> **What you will do**:
Pull out each line of the data that includes the word "polyline".

> **Data**:
▽

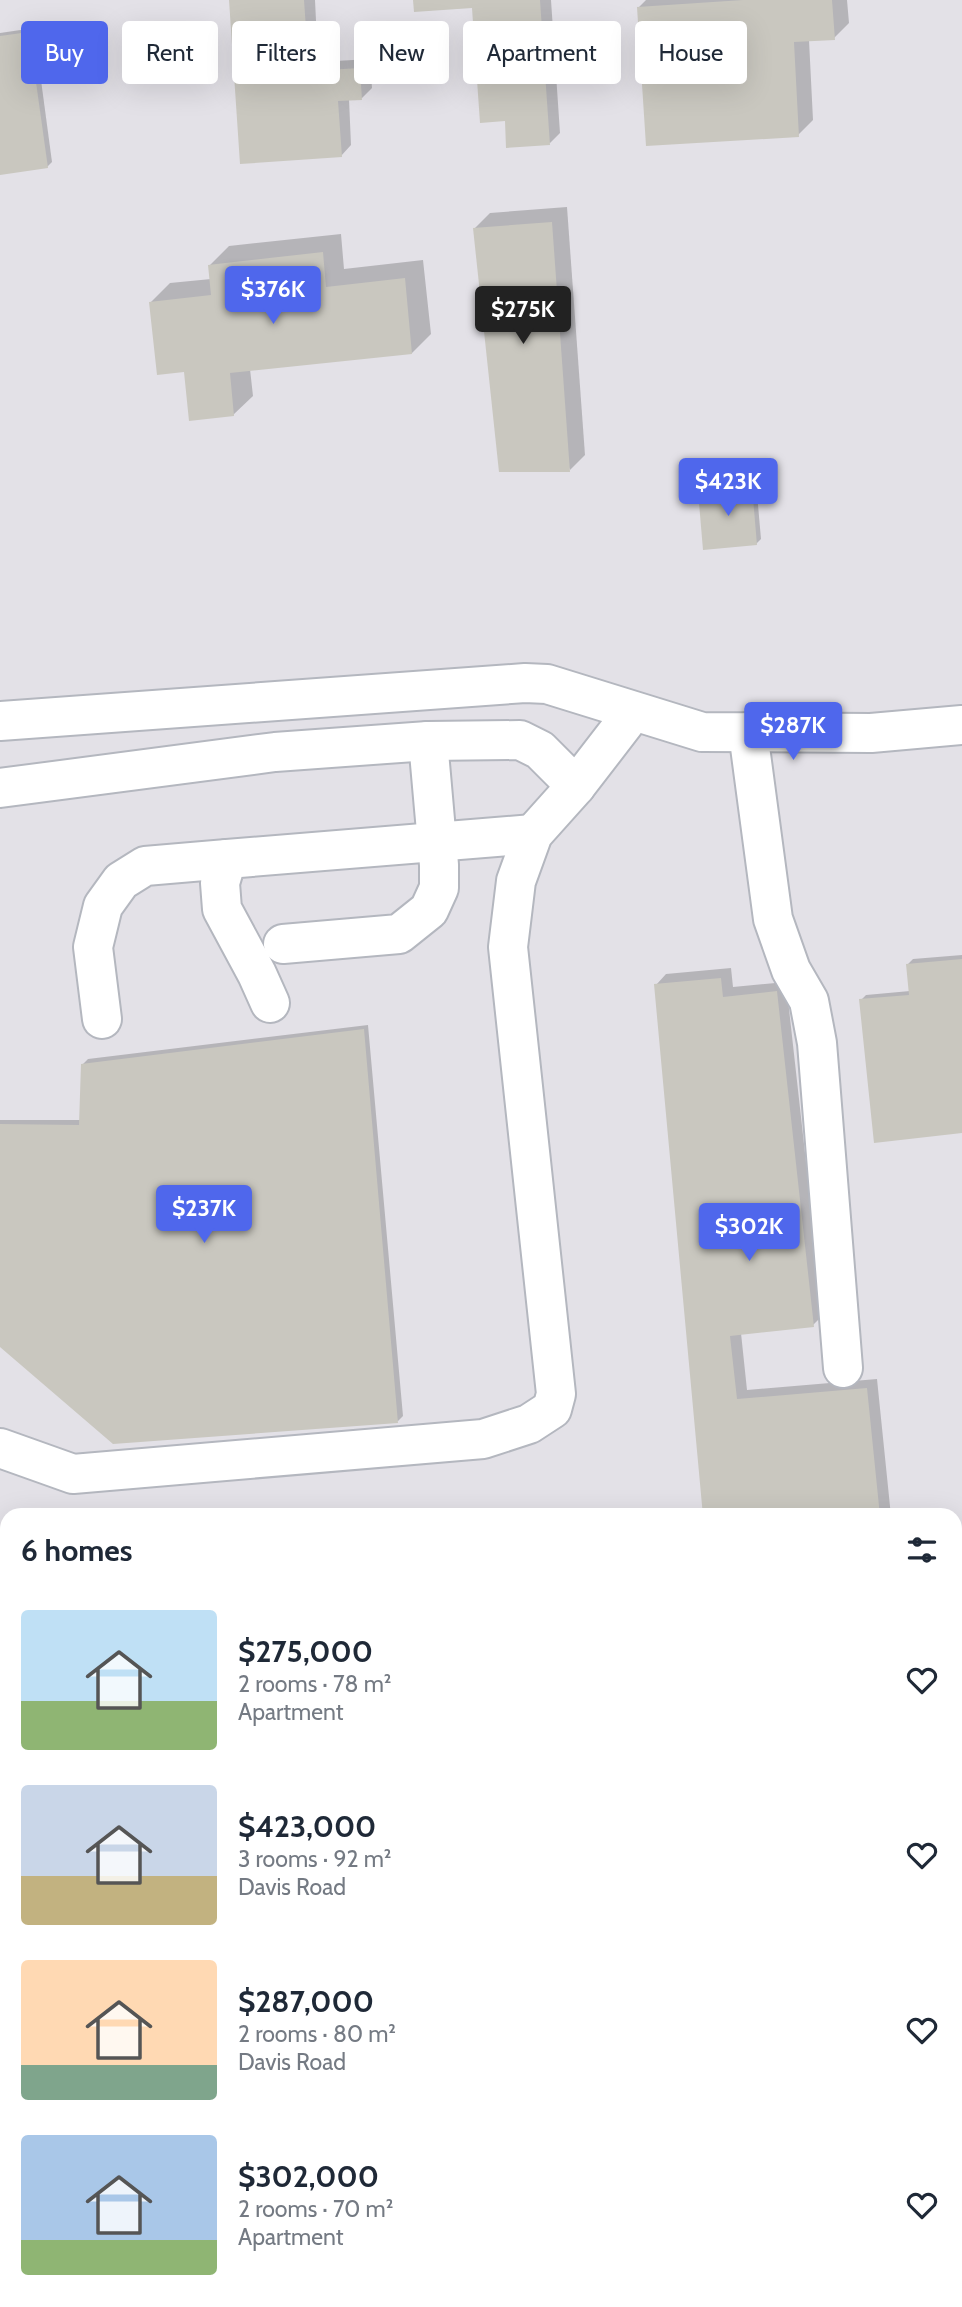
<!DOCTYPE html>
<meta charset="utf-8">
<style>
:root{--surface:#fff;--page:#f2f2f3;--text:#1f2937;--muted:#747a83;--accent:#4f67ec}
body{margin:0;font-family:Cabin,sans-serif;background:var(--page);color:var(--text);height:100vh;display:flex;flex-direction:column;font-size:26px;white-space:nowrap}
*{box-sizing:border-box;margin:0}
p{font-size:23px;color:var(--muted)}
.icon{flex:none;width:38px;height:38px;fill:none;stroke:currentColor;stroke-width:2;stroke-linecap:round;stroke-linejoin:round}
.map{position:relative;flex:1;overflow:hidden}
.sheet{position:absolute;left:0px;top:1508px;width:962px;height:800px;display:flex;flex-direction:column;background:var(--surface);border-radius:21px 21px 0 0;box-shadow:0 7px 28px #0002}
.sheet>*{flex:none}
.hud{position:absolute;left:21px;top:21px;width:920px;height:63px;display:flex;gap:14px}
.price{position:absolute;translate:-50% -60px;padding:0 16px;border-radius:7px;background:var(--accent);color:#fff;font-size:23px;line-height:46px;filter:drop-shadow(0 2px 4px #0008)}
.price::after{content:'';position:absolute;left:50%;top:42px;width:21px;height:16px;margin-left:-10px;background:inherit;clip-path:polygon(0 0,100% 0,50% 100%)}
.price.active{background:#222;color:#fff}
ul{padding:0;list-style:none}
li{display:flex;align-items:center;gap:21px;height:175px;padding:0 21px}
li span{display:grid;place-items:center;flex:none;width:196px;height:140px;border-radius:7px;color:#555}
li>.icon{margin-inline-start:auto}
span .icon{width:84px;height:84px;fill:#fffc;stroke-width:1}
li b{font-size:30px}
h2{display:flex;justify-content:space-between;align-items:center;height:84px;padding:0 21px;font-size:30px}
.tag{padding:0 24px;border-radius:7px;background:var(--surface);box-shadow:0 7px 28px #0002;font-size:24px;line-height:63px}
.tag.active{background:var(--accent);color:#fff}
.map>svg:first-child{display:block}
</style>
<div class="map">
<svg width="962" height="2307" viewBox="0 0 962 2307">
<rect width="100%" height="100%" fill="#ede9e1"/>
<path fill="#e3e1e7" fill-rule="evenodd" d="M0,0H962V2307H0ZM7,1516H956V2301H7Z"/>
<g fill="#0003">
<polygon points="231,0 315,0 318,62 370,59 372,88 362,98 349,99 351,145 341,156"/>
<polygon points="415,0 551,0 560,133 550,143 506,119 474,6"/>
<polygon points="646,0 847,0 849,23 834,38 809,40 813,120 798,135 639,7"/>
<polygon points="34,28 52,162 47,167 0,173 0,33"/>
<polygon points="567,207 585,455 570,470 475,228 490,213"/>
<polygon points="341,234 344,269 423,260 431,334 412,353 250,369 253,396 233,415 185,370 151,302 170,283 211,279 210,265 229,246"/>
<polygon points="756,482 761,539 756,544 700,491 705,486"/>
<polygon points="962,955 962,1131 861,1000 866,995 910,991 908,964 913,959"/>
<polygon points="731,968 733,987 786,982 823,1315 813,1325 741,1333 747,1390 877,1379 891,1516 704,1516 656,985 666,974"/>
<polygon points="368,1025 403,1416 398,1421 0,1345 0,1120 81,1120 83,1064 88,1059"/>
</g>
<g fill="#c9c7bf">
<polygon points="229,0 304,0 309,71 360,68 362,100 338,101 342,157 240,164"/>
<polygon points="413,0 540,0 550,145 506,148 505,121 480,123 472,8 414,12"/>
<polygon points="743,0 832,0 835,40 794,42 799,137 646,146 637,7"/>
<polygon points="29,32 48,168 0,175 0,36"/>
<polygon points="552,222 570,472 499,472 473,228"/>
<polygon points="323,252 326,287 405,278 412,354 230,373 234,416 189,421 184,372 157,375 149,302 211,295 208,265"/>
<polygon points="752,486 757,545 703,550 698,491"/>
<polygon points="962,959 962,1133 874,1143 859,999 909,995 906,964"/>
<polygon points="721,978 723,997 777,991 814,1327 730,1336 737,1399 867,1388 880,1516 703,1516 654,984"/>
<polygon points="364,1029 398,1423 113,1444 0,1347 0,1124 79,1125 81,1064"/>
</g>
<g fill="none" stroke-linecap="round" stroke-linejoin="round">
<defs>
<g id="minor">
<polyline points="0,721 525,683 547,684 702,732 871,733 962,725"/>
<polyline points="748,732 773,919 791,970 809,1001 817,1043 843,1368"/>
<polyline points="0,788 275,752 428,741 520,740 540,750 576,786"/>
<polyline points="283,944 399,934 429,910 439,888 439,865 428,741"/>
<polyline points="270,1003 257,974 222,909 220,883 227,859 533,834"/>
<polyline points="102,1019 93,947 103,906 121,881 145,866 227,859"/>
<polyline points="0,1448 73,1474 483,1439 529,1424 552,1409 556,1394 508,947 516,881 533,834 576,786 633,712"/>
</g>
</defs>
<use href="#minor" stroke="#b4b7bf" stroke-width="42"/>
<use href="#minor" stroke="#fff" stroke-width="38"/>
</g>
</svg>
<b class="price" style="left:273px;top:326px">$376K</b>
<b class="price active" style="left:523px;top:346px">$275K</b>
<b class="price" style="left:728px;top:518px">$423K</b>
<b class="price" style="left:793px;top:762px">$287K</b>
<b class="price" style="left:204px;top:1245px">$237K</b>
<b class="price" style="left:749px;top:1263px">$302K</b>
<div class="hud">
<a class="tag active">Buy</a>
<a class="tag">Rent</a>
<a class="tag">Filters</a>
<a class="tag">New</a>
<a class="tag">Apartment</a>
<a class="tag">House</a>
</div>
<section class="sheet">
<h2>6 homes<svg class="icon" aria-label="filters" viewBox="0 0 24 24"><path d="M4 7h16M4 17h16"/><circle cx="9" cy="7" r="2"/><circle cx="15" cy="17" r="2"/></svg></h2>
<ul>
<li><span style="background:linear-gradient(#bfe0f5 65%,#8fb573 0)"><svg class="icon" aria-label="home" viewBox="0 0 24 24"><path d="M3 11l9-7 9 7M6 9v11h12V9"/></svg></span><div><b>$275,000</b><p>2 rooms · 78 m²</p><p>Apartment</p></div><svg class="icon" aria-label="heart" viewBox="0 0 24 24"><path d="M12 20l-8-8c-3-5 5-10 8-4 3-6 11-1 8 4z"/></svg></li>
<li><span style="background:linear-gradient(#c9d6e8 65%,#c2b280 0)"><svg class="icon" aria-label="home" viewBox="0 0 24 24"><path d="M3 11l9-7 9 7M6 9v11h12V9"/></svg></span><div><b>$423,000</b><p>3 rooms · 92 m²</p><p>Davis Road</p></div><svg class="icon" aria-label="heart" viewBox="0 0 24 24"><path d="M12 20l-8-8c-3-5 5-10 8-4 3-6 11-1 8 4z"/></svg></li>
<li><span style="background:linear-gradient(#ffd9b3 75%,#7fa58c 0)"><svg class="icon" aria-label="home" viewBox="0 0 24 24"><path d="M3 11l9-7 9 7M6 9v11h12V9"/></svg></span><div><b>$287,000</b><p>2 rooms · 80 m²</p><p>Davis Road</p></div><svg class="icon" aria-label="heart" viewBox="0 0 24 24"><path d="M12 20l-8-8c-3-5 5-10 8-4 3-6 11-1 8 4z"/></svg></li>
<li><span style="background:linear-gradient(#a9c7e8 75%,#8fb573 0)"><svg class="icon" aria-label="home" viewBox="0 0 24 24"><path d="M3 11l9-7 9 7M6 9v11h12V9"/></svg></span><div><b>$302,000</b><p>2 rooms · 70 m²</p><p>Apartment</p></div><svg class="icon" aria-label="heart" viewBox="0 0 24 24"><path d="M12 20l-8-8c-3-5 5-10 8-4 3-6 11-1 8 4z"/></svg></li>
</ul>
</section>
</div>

△

> **Your response**:
<polyline points="0,721 525,683 547,684 702,732 871,733 962,725"/>
<polyline points="748,732 773,919 791,970 809,1001 817,1043 843,1368"/>
<polyline points="0,788 275,752 428,741 520,740 540,750 576,786"/>
<polyline points="283,944 399,934 429,910 439,888 439,865 428,741"/>
<polyline points="270,1003 257,974 222,909 220,883 227,859 533,834"/>
<polyline points="102,1019 93,947 103,906 121,881 145,866 227,859"/>
<polyline points="0,1448 73,1474 483,1439 529,1424 552,1409 556,1394 508,947 516,881 533,834 576,786 633,712"/>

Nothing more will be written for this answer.